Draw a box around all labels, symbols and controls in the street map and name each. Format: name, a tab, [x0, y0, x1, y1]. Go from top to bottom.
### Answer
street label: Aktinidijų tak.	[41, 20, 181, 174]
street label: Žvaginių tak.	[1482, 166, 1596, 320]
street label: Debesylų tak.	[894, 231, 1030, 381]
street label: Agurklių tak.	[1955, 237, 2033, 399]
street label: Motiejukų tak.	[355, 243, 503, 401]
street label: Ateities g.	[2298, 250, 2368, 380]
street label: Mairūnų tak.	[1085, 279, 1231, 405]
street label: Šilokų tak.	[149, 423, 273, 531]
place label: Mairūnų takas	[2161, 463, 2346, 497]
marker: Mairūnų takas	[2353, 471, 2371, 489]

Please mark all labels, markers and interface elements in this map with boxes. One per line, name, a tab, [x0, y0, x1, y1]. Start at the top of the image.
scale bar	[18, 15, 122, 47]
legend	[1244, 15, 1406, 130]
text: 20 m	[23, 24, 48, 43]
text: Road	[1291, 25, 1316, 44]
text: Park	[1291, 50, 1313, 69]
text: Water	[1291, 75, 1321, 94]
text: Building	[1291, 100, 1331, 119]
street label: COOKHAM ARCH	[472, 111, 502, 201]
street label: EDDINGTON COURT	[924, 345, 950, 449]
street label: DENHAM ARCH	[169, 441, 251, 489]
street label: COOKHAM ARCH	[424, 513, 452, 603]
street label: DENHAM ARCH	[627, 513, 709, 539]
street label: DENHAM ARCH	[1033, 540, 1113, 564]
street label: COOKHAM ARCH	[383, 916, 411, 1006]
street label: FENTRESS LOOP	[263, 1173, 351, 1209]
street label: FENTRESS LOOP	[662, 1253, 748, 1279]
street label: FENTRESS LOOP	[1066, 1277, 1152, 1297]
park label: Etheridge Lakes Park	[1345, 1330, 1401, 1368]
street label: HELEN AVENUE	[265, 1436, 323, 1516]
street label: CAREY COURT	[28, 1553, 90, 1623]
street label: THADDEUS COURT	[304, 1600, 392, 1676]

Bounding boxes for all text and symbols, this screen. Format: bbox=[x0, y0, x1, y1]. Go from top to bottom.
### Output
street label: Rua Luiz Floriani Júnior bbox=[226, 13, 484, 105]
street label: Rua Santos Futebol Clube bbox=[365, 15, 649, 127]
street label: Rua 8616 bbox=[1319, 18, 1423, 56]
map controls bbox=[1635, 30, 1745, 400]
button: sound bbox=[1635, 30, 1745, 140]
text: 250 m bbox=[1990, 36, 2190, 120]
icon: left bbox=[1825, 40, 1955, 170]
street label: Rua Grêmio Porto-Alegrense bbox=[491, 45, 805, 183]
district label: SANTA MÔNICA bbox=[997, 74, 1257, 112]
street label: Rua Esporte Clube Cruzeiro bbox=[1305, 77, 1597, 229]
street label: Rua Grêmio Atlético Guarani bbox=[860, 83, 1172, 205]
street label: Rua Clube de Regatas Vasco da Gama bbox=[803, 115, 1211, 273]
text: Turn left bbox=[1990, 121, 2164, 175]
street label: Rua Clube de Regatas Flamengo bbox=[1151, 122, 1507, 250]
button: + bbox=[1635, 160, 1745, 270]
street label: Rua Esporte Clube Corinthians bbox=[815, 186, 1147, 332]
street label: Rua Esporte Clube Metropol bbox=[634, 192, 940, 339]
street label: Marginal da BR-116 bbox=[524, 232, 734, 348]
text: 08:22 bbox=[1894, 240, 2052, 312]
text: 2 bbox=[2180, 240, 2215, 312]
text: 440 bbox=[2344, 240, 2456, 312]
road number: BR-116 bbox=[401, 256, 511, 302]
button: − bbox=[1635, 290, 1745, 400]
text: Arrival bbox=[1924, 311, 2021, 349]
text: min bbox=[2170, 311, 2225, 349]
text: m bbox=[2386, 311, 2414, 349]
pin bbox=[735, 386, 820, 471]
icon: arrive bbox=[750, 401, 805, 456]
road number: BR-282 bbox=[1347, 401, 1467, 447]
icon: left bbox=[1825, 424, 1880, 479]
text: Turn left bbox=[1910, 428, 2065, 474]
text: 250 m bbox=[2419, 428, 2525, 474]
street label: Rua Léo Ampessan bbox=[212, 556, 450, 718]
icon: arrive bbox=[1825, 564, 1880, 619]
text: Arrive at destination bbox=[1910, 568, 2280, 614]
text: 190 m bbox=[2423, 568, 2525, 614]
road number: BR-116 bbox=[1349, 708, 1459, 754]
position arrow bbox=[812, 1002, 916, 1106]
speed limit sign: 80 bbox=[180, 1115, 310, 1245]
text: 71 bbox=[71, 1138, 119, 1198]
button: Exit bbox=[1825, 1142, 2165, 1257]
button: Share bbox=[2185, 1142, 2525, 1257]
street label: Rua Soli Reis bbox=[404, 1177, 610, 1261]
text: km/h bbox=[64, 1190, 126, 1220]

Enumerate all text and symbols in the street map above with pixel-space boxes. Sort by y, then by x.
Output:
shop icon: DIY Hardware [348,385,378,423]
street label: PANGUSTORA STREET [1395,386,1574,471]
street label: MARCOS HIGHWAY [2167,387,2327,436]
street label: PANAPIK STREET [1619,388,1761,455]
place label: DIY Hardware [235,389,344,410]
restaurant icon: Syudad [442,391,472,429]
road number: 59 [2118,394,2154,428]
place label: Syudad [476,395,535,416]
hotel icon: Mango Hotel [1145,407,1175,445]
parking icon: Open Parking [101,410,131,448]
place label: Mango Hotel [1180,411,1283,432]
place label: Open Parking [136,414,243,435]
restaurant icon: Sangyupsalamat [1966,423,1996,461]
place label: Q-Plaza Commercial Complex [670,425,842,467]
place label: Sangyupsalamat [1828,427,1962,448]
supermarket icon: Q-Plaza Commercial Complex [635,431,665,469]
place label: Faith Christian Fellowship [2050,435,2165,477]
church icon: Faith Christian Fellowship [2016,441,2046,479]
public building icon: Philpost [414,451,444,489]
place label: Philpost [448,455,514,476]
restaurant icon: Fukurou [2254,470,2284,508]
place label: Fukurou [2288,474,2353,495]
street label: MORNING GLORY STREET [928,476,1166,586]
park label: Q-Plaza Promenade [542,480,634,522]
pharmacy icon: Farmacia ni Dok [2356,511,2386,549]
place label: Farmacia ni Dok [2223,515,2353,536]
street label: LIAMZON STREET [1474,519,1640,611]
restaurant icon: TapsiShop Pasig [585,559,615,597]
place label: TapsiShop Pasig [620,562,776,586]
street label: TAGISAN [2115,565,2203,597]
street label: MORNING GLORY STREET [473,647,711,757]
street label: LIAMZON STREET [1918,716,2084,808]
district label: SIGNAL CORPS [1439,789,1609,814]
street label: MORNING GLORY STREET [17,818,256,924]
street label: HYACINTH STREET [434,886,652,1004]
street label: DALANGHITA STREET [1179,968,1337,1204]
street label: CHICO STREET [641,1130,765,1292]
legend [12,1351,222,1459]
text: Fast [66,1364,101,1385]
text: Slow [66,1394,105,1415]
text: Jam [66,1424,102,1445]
•••
> _Instructions for the task_
Exactly as shown, output all of the material above.

> _Solution_
Draw a box around all labels, symbols and controls in the street map and name each. Format: name, a tab, [x0, y0, x1, y1]. Go from top to bottom.
### Answer
street label: Aktinidijų tak.	[41, 20, 181, 174]
street label: Žvaginių tak.	[1482, 166, 1596, 320]
street label: Debesylų tak.	[894, 231, 1030, 381]
street label: Agurklių tak.	[1955, 237, 2033, 399]
street label: Motiejukų tak.	[355, 243, 503, 401]
street label: Ateities g.	[2298, 250, 2368, 380]
street label: Mairūnų tak.	[1085, 279, 1231, 405]
street label: Šilokų tak.	[149, 423, 273, 531]
place label: Mairūnų takas	[2161, 463, 2346, 497]
marker: Mairūnų takas	[2353, 471, 2371, 489]

Please mark all labels, markers and interface elements in this map with boxes. One per line, name, a tab, [x0, y0, x1, y1]. Start at the top of the image.
scale bar	[18, 15, 122, 47]
legend	[1244, 15, 1406, 130]
text: 20 m	[23, 24, 48, 43]
text: Road	[1291, 25, 1316, 44]
text: Park	[1291, 50, 1313, 69]
text: Water	[1291, 75, 1321, 94]
text: Building	[1291, 100, 1331, 119]
street label: COOKHAM ARCH	[472, 111, 502, 201]
street label: EDDINGTON COURT	[924, 345, 950, 449]
street label: DENHAM ARCH	[169, 441, 251, 489]
street label: COOKHAM ARCH	[424, 513, 452, 603]
street label: DENHAM ARCH	[627, 513, 709, 539]
street label: DENHAM ARCH	[1033, 540, 1113, 564]
street label: COOKHAM ARCH	[383, 916, 411, 1006]
street label: FENTRESS LOOP	[263, 1173, 351, 1209]
street label: FENTRESS LOOP	[662, 1253, 748, 1279]
street label: FENTRESS LOOP	[1066, 1277, 1152, 1297]
park label: Etheridge Lakes Park	[1345, 1330, 1401, 1368]
street label: HELEN AVENUE	[265, 1436, 323, 1516]
street label: CAREY COURT	[28, 1553, 90, 1623]
street label: THADDEUS COURT	[304, 1600, 392, 1676]

Bounding boxes for all text and symbols, this screen. Format: bbox=[x0, y0, x1, y1]. Go from top to bottom.
### Output
street label: Rua Luiz Floriani Júnior bbox=[226, 13, 484, 105]
street label: Rua Santos Futebol Clube bbox=[365, 15, 649, 127]
street label: Rua 8616 bbox=[1319, 18, 1423, 56]
map controls bbox=[1635, 30, 1745, 400]
button: sound bbox=[1635, 30, 1745, 140]
text: 250 m bbox=[1990, 36, 2190, 120]
icon: left bbox=[1825, 40, 1955, 170]
street label: Rua Grêmio Porto-Alegrense bbox=[491, 45, 805, 183]
district label: SANTA MÔNICA bbox=[997, 74, 1257, 112]
street label: Rua Esporte Clube Cruzeiro bbox=[1305, 77, 1597, 229]
street label: Rua Grêmio Atlético Guarani bbox=[860, 83, 1172, 205]
street label: Rua Clube de Regatas Vasco da Gama bbox=[803, 115, 1211, 273]
text: Turn left bbox=[1990, 121, 2164, 175]
street label: Rua Clube de Regatas Flamengo bbox=[1151, 122, 1507, 250]
button: + bbox=[1635, 160, 1745, 270]
street label: Rua Esporte Clube Corinthians bbox=[815, 186, 1147, 332]
street label: Rua Esporte Clube Metropol bbox=[634, 192, 940, 339]
street label: Marginal da BR-116 bbox=[524, 232, 734, 348]
text: 08:22 bbox=[1894, 240, 2052, 312]
text: 2 bbox=[2180, 240, 2215, 312]
text: 440 bbox=[2344, 240, 2456, 312]
road number: BR-116 bbox=[401, 256, 511, 302]
button: − bbox=[1635, 290, 1745, 400]
text: Arrival bbox=[1924, 311, 2021, 349]
text: min bbox=[2170, 311, 2225, 349]
text: m bbox=[2386, 311, 2414, 349]
pin bbox=[735, 386, 820, 471]
icon: arrive bbox=[750, 401, 805, 456]
road number: BR-282 bbox=[1347, 401, 1467, 447]
icon: left bbox=[1825, 424, 1880, 479]
text: Turn left bbox=[1910, 428, 2065, 474]
text: 250 m bbox=[2419, 428, 2525, 474]
street label: Rua Léo Ampessan bbox=[212, 556, 450, 718]
icon: arrive bbox=[1825, 564, 1880, 619]
text: Arrive at destination bbox=[1910, 568, 2280, 614]
text: 190 m bbox=[2423, 568, 2525, 614]
road number: BR-116 bbox=[1349, 708, 1459, 754]
position arrow bbox=[812, 1002, 916, 1106]
speed limit sign: 80 bbox=[180, 1115, 310, 1245]
text: 71 bbox=[71, 1138, 119, 1198]
button: Exit bbox=[1825, 1142, 2165, 1257]
button: Share bbox=[2185, 1142, 2525, 1257]
street label: Rua Soli Reis bbox=[404, 1177, 610, 1261]
text: km/h bbox=[64, 1190, 126, 1220]

Enumerate all text and symbols in the street map above with pixel-space boxes. Sort by y, then by x.
Output:
shop icon: DIY Hardware [348,385,378,423]
street label: PANGUSTORA STREET [1395,386,1574,471]
street label: MARCOS HIGHWAY [2167,387,2327,436]
street label: PANAPIK STREET [1619,388,1761,455]
place label: DIY Hardware [235,389,344,410]
restaurant icon: Syudad [442,391,472,429]
road number: 59 [2118,394,2154,428]
place label: Syudad [476,395,535,416]
hotel icon: Mango Hotel [1145,407,1175,445]
parking icon: Open Parking [101,410,131,448]
place label: Mango Hotel [1180,411,1283,432]
place label: Open Parking [136,414,243,435]
restaurant icon: Sangyupsalamat [1966,423,1996,461]
place label: Q-Plaza Commercial Complex [670,425,842,467]
place label: Sangyupsalamat [1828,427,1962,448]
supermarket icon: Q-Plaza Commercial Complex [635,431,665,469]
place label: Faith Christian Fellowship [2050,435,2165,477]
church icon: Faith Christian Fellowship [2016,441,2046,479]
public building icon: Philpost [414,451,444,489]
place label: Philpost [448,455,514,476]
restaurant icon: Fukurou [2254,470,2284,508]
place label: Fukurou [2288,474,2353,495]
street label: MORNING GLORY STREET [928,476,1166,586]
park label: Q-Plaza Promenade [542,480,634,522]
pharmacy icon: Farmacia ni Dok [2356,511,2386,549]
place label: Farmacia ni Dok [2223,515,2353,536]
street label: LIAMZON STREET [1474,519,1640,611]
restaurant icon: TapsiShop Pasig [585,559,615,597]
place label: TapsiShop Pasig [620,562,776,586]
street label: TAGISAN [2115,565,2203,597]
street label: MORNING GLORY STREET [473,647,711,757]
street label: LIAMZON STREET [1918,716,2084,808]
district label: SIGNAL CORPS [1439,789,1609,814]
street label: MORNING GLORY STREET [17,818,256,924]
street label: HYACINTH STREET [434,886,652,1004]
street label: DALANGHITA STREET [1179,968,1337,1204]
street label: CHICO STREET [641,1130,765,1292]
legend [12,1351,222,1459]
text: Fast [66,1364,101,1385]
text: Slow [66,1394,105,1415]
text: Jam [66,1424,102,1445]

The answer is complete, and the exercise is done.